Czy można nie płacić podatków? Cóż... właściwa odpowiedź na tak postawione pytanie świadczy o postawie etycznej i kunszcie zawodowym doradcy podatkowego. Otóż, osoby o wątpliwej moralności poprowadzą klienta tam, gdzie uzyska on największe korzyści majątkowe. Profesjonalista natomiast wskaże drogę obniżenia obciążeń podatkowych, jednak zasadniczym celem udzielanej porady będzie przede wszystkim zapewnienie klientowi spokojnego snu. Życie w ciągłym strachu przed fiskusem, nerwy spowodowane kontrolami skarbowymi są o wiele kosztowniejsze niż zyski z nielegalnie uzyskanych oszczędności podatkowych.
Warto bowiem wiedzieć, że podatnik złapany na zakupie faktury, dzięki której odliczył sobie część podatku, będzie musiał zwrócić pieniądze i dodatkowo poniesie karę grzywny, która może być dla niego bardzo dotkliwa. W przypadku wpadki sprzedający podatkową "lewiznę" odpowiada za poświadczenie nieprawdy, a sprawa kierowana jest do sądu. Kupujący zaś jest ścigany za wykroczenie lub przestępstwo skarbowe - w zależności od kwoty.
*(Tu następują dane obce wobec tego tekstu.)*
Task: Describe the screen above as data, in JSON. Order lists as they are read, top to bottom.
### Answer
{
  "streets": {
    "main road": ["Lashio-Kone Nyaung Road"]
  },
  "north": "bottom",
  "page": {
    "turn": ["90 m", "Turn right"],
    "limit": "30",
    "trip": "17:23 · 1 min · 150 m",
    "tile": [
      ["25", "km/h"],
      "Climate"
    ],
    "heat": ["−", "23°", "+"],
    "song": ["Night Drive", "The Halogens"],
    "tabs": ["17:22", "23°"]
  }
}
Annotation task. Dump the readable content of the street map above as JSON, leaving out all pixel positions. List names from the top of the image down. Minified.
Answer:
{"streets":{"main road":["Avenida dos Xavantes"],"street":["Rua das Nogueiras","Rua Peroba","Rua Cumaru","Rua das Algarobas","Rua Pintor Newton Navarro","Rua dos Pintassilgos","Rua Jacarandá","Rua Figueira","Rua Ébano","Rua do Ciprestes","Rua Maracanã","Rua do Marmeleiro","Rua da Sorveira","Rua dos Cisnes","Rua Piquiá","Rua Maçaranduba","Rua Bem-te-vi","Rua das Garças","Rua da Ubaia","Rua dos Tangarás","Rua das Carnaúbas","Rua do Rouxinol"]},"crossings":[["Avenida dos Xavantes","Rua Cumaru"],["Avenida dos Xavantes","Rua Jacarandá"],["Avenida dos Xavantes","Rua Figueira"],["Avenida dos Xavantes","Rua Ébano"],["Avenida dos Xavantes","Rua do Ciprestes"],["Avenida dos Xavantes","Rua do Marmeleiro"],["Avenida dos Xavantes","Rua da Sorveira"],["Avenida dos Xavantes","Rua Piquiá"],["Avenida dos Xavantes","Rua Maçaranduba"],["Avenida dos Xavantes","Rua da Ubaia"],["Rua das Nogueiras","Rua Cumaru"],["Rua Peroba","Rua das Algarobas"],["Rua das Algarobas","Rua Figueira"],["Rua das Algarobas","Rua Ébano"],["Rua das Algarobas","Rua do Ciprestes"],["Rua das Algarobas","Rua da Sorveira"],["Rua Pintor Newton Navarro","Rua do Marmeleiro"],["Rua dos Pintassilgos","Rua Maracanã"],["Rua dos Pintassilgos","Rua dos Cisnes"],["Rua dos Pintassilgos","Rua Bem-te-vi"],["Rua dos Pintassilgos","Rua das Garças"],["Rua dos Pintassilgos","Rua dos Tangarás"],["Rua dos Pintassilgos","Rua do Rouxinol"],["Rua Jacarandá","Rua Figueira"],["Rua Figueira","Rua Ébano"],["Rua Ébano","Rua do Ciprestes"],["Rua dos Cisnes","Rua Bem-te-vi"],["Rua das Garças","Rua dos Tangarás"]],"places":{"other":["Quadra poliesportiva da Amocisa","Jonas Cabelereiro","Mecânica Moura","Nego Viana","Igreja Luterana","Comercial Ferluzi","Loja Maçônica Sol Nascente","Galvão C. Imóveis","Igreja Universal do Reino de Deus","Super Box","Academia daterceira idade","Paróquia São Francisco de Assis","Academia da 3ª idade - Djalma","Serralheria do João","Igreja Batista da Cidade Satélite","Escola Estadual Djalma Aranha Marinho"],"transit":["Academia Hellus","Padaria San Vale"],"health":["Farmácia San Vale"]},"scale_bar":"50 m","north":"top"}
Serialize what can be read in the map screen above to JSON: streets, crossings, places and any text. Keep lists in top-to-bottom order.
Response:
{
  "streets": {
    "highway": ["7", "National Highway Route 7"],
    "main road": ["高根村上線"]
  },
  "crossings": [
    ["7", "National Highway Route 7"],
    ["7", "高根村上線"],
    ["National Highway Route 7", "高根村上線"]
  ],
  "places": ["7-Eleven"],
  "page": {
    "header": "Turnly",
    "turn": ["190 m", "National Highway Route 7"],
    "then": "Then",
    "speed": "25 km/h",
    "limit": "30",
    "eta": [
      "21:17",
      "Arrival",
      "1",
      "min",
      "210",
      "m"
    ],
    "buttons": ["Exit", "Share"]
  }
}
Art. 54 Kodeksu karnego skarbowego mówi:
"§ 1. Podatnik, który uchylając się od opodatkowania, nie ujawnia właściwemu organowi przedmiotu lub podstawy opodatkowania lub nie składa deklaracji, przez co naraża podatek na uszczuplenie,
podlega karze grzywny do 720 stawek dziennych albo karze pozbawienia wolności, albo obu tym karom łącznie.
§ 2. Jeżeli kwota podatku narażonego na uszczuplenie jest małej wartości, sprawca czynu zabronionego określonego w § 1 podlega karze grzywny do 720 stawek dziennych.
§ 3. Jeżeli kwota podatku narażonego na uszczuplenie nie przekracza ustawowego progu, sprawca czynu zabronionego określonego w § 1 podlega karze grzywny za wykroczenie skarbowe."
To jednak najmniejszy problem oszusta. Oprócz grzywny może on także otrzymać karę pozbawienia wolności i dodatkowo sąd może zobowiązać podatnika do zapłaty określonej kwoty pieniędzy tytułem naprawienia szkody. Może też otrzymać zakaz prowadzenia działalności gospodarczej przez pewien czas czy wykonywania zawodu lub zajmowania stanowiska. O postępowaniu dyscyplinarnym wobec nieuczciwego doradcy podatkowego nie wspomnę. Każda z osób zaangażowanych w proceder powinna się również liczyć z możliwością wszczęcia wobec niej śledztwa przez Centralne Biuro Śledcze, jeśli nielegalny handel prowadzony jest długo i naraził Skarb Państwa na dotkliwe straty.
Podsumowując, kupując fałszywe faktury i rachunki, kupujemy sobie jedynie kłopoty.